Io sono Frida. Dipingo la realtà, la mia realtà

frida-kahlo-1140849_1920Mi chiamo Magdalena Carmen Freida all’anagrafe, ma i più mi conoscono solo come Frida.
Sono nata in Messico nel 1907 e mi piace raccontare che sono nata più tardi, nel1910, non per togliermi qualche anno di dosso, piuttosto questo è l’anno in cui Emiliano Zapata comincia la sua rivoluzione che è anche la mia, è la rivoluzione che mi ha partorita, il grembo che mi ha accolta prima e la culla del Partito Comunista Messicano che mi ha vista crescere come donna, come amante e come artista poi.

Ho vissuto poco, intensamente e con dolore, ma anche con amore. Ho amato l’arte, mio marito, i miei compagni e le compagne, ho vissuto all’ombra di un uomo il cui talento era ampiamente riconosciuto, un muralista e fotografo che amava molte donne ed io come lui ho amato molti uomini e donne, perché l’amore è libero, va oltre i preconcetti e il sesso.
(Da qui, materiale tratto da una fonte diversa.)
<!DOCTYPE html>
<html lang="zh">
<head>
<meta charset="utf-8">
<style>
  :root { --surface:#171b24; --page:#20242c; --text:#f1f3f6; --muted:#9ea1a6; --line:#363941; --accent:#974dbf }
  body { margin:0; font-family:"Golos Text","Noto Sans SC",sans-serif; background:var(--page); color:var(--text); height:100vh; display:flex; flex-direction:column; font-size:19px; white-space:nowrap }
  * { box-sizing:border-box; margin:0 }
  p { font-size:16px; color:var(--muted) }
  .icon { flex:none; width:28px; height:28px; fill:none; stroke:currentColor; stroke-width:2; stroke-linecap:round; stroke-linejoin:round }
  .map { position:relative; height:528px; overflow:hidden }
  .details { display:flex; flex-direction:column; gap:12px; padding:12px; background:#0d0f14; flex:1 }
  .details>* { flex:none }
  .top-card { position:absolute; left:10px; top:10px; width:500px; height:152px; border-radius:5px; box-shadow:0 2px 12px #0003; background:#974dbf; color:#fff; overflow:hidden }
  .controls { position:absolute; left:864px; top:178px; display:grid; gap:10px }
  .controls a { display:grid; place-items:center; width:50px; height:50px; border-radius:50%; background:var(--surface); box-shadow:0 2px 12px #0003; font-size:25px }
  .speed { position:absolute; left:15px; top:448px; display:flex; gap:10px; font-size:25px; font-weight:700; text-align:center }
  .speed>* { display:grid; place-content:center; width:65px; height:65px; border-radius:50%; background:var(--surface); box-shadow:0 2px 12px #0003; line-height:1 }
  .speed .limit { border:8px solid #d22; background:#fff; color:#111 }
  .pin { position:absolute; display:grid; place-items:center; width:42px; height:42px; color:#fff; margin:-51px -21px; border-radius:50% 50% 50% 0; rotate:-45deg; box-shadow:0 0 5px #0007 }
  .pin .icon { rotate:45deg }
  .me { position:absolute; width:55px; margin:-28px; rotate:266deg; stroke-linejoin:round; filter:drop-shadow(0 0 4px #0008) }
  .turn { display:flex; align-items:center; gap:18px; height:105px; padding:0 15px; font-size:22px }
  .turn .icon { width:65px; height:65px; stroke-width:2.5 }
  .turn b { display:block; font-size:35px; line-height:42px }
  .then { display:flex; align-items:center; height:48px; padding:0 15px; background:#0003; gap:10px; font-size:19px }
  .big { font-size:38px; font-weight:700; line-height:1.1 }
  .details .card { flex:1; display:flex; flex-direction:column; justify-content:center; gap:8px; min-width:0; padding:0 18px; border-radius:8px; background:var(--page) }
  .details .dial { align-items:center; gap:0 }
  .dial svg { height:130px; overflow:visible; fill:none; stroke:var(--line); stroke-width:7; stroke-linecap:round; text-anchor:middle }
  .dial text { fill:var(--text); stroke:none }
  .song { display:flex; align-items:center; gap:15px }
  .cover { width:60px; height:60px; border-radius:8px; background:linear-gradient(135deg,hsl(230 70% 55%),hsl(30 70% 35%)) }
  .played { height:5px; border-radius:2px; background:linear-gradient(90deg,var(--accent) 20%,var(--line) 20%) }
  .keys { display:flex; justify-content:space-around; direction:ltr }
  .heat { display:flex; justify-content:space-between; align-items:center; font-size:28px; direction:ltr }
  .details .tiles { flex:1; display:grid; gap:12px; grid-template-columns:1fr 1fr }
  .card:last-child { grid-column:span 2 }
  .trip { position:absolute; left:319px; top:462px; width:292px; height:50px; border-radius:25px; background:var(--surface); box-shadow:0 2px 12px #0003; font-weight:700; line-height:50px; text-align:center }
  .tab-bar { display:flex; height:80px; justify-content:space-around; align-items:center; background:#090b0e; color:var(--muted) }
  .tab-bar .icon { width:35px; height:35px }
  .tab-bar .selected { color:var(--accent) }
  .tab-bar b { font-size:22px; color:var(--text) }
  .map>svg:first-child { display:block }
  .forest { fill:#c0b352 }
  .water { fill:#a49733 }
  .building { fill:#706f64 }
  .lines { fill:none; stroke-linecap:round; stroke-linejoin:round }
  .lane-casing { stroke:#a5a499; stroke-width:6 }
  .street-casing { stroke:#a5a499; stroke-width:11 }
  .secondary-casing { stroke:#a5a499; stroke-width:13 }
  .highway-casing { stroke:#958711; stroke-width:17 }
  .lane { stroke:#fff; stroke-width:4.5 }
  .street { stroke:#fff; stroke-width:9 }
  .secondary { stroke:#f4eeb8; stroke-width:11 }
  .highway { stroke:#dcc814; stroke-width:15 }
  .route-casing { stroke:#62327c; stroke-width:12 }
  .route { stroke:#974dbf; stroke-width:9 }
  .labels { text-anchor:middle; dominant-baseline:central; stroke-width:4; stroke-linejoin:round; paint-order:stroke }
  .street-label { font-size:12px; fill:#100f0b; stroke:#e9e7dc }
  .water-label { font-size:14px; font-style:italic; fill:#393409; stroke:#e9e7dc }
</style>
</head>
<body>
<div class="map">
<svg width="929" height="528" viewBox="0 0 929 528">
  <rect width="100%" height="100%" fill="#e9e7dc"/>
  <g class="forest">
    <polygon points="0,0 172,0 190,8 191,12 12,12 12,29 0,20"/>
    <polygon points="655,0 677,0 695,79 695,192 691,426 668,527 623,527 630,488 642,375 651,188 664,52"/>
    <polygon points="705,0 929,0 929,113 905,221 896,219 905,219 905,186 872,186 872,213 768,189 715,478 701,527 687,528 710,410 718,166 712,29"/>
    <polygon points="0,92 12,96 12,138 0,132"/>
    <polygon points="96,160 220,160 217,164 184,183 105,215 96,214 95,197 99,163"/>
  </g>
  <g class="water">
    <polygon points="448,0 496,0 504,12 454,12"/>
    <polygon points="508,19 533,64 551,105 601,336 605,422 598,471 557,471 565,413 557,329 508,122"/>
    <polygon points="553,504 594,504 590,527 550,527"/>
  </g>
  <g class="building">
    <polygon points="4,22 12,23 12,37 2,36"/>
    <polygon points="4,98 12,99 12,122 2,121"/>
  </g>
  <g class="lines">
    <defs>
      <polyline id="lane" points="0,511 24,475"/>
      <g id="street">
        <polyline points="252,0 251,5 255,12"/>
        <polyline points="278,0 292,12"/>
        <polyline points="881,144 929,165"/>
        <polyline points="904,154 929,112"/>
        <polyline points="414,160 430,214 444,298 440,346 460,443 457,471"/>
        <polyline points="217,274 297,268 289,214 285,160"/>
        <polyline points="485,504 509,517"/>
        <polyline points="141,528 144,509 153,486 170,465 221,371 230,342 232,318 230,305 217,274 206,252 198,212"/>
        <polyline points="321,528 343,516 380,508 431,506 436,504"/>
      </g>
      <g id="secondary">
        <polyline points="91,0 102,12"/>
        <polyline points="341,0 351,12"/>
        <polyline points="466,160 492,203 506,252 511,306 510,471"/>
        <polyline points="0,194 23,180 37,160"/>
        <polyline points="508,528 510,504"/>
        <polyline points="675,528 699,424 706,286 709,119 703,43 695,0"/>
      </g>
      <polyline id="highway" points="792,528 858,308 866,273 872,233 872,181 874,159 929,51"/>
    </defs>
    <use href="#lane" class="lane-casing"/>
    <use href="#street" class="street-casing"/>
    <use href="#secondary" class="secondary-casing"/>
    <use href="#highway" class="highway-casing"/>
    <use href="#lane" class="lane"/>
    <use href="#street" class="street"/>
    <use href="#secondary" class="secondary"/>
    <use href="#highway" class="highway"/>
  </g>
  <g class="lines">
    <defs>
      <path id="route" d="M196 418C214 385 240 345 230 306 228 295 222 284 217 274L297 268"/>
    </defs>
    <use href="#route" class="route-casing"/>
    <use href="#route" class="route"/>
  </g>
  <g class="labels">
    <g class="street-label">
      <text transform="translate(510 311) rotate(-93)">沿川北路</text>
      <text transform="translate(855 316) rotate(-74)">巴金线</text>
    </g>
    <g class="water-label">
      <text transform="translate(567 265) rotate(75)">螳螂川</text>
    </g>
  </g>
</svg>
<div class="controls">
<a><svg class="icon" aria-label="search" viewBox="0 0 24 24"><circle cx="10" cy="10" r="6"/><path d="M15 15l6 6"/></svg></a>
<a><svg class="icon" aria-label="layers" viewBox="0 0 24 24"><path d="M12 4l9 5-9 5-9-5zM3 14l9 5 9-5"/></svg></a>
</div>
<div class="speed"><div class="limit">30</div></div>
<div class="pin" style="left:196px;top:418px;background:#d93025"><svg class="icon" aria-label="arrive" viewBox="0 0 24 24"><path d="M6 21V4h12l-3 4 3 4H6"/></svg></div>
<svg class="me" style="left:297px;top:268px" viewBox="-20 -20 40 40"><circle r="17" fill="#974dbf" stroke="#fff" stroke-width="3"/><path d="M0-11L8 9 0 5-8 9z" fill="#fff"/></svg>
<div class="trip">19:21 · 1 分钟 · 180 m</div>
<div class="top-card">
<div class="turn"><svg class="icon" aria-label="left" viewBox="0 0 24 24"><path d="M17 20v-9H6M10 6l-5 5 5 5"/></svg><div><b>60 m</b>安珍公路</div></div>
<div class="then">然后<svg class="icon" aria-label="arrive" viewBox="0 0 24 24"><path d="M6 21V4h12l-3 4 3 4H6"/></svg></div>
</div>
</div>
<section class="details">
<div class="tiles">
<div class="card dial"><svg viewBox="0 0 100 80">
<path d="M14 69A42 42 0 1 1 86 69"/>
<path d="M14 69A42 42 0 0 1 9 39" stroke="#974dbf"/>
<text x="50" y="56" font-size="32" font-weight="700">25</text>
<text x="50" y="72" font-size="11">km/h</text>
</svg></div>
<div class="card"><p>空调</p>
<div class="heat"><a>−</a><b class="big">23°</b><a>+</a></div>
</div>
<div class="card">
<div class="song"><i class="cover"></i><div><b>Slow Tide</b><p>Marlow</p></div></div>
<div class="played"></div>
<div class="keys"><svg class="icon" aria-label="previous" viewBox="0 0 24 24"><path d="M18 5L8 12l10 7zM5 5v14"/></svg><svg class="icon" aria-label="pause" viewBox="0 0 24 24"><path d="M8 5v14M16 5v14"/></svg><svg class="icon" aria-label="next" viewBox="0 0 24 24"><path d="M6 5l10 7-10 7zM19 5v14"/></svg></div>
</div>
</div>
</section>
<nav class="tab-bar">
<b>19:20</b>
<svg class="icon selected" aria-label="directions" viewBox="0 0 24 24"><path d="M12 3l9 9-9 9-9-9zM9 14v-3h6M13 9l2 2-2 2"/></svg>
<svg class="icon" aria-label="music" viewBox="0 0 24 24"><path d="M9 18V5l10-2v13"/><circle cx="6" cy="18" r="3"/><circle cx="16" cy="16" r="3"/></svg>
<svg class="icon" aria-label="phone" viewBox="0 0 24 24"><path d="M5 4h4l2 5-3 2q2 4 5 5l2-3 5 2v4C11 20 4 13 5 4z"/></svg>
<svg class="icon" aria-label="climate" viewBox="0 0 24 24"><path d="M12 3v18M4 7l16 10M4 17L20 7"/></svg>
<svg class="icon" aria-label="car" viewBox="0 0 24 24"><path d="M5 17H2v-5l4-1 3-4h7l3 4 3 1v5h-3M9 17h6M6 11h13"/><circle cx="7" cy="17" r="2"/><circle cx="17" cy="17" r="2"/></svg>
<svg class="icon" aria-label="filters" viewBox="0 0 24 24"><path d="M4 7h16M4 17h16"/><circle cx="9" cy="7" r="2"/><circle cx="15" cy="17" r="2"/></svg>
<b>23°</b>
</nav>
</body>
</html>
Diego Rivera, il mio più grande incidente e grande amore, ha commesso l’errore di tradirmi con mia sorella Cristina, non sono riuscita ad accettarlo e abbiamo divorziato, ma quello che ci legava era più forte di ciò che ci allontanava perciò decisi di risposarlo con la consapevolezza dell’infedeltà.

Io, Frida, ho amato il multiforme fervore intellettuale, ho amato il Comunismo ancor di più quando il governo lo ha dichiarato illegale e voleva arrestarci tutti. Potevo abiurare come Galileo, sono scappata in America e non rinnego nulla perché credo nei saldi principi del partito nel quale mi riconosco, perché credo nel potere delle donne e dell’arte, credo che una vita quasi spezzata a diciotto anni da un tram, trentadue interventi su tutto il corpo, la poliomelite e la sterilità sono pene ben più grandi di un governo che minaccia di arrestare i corpi con la certezza che mai potrà arrestare le nostre idee.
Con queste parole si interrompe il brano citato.